Below are some records; output exactly the lines from the line with "translate:-50% -50%; white-space:nowrap;" to the line with "font-size:19px; color:#1f3d34; font-weight:700", both ends kept, and nothing more.

Records contained in a dataset
Segment Open

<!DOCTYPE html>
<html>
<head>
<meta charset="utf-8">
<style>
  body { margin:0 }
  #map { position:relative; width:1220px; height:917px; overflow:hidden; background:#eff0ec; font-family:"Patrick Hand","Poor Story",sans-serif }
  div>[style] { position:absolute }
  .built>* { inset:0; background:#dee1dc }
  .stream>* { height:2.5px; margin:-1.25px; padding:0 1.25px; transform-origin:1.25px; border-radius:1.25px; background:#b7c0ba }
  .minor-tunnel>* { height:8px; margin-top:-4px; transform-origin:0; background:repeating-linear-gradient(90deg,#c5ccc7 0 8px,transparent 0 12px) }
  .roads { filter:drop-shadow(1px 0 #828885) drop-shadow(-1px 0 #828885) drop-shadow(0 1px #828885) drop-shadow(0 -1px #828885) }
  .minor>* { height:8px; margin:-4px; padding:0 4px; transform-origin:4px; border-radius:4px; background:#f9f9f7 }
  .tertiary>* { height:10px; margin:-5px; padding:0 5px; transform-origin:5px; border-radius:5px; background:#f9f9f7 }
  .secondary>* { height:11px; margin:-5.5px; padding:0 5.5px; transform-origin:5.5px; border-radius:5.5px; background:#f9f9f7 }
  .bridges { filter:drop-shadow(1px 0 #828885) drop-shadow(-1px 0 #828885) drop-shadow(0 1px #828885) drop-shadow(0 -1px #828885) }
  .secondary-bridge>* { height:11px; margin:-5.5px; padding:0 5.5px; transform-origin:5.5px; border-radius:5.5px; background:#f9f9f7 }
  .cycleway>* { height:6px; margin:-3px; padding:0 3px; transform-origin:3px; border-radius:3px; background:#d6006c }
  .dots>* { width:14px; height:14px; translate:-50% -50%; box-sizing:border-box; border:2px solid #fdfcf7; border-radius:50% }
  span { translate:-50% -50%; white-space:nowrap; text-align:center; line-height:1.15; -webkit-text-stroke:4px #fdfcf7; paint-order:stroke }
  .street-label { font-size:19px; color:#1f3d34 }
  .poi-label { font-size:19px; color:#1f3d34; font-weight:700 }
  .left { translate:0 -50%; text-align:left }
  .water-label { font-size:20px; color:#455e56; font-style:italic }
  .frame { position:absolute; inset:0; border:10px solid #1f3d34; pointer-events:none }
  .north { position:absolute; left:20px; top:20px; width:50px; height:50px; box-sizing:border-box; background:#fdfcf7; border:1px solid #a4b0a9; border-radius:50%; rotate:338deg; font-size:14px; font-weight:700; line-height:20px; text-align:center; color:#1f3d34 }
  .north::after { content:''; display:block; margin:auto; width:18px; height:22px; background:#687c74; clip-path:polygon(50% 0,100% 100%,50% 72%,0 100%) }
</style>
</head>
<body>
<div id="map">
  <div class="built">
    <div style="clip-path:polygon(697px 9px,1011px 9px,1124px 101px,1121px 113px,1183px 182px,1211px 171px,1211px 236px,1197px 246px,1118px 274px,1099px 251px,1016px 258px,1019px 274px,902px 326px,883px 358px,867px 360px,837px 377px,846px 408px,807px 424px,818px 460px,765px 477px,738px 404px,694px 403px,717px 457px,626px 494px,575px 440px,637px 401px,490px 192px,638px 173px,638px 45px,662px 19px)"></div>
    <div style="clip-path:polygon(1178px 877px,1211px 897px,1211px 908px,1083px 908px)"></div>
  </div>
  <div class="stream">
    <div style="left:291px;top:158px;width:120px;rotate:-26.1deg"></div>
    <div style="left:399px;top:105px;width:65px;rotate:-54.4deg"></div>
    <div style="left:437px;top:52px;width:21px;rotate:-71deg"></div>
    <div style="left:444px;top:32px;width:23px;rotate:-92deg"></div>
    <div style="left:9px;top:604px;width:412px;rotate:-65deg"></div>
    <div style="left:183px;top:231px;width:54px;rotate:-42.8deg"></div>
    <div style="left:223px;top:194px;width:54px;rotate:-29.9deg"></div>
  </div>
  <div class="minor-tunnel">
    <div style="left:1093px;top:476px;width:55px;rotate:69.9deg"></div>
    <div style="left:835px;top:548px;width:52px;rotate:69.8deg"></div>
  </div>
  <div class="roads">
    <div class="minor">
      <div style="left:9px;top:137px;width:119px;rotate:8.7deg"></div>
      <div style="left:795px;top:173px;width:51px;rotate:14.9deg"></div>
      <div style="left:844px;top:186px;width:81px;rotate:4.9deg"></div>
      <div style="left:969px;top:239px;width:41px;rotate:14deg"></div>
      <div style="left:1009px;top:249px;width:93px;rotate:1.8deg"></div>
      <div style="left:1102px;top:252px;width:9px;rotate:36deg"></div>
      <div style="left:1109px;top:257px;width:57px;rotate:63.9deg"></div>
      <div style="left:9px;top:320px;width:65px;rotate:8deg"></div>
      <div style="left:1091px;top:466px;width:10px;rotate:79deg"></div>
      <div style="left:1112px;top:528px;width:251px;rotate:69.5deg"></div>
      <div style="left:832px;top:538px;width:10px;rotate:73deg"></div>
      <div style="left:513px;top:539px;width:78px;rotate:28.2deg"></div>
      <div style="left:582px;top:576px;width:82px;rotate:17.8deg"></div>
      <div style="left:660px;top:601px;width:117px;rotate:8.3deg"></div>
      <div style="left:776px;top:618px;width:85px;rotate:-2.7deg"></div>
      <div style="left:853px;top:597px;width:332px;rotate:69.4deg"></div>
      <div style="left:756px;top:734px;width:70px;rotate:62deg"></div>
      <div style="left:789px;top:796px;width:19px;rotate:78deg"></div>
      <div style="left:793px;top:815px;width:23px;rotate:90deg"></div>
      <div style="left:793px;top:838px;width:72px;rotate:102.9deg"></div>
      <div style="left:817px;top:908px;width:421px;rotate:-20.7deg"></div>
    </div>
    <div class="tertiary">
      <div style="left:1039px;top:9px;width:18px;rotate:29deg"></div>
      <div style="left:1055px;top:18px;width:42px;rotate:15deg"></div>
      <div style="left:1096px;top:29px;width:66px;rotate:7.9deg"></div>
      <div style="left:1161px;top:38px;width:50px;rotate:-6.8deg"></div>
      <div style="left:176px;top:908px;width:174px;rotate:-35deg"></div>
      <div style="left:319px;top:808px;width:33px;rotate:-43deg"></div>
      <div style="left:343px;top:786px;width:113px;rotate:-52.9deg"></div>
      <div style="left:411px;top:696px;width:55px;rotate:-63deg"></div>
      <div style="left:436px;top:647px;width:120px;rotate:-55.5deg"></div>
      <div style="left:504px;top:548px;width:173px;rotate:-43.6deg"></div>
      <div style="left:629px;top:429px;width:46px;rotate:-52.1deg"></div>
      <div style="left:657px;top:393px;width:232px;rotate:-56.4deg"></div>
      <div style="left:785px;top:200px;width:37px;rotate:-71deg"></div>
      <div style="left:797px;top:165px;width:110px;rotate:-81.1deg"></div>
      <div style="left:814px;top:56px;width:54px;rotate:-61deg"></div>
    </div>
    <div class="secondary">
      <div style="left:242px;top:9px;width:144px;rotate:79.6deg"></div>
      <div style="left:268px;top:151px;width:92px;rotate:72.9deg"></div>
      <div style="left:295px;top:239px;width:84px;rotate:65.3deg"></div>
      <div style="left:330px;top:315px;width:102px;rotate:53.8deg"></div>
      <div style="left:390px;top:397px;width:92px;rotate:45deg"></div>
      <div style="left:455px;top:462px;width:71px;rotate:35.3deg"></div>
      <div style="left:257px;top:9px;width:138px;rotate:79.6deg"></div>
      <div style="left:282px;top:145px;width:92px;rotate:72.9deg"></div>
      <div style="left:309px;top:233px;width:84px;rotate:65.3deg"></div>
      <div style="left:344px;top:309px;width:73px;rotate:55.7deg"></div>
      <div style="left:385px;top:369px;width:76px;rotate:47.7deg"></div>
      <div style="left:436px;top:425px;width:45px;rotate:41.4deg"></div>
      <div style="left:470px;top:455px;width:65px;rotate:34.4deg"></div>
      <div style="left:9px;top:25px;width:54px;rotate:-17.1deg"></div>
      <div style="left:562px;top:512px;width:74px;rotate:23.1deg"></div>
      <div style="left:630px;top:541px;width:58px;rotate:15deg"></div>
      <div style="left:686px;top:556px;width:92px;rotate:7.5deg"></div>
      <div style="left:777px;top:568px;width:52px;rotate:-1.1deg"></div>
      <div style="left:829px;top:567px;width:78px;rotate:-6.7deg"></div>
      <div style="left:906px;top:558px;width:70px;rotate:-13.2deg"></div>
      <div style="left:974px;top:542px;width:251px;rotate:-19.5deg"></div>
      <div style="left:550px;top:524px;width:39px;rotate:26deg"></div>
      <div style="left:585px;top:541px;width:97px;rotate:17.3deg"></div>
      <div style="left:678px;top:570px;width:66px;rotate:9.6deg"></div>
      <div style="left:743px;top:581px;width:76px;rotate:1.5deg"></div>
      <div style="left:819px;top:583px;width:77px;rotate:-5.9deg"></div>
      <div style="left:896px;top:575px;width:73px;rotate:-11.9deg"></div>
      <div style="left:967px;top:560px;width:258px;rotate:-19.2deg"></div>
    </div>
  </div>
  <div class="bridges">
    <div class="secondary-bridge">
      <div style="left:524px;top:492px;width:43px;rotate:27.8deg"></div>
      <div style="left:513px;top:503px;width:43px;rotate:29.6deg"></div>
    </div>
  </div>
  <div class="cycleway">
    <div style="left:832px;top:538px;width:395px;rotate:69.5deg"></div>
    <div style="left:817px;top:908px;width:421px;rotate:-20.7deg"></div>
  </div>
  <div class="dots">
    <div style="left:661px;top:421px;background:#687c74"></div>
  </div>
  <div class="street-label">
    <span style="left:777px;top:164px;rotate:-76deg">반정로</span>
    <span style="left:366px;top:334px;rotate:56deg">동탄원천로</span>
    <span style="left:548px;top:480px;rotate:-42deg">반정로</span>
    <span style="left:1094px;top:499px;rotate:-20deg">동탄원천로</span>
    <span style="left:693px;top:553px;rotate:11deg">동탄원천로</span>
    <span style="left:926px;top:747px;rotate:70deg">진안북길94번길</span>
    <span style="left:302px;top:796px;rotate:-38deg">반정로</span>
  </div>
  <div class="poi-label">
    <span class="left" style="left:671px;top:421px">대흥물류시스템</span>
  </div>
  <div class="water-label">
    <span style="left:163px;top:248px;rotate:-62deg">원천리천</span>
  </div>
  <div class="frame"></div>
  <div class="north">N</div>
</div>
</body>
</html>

Segment Closed

SOLVED PROBLEM:
  span { translate:-50% -50%; white-space:nowrap; text-align:center; line-height:1.15; -webkit-text-stroke:4px #fdfcf7; paint-order:stroke }
  .street-label { font-size:19px; color:#1f3d34 }
  .poi-label { font-size:19px; color:#1f3d34; font-weight:700 }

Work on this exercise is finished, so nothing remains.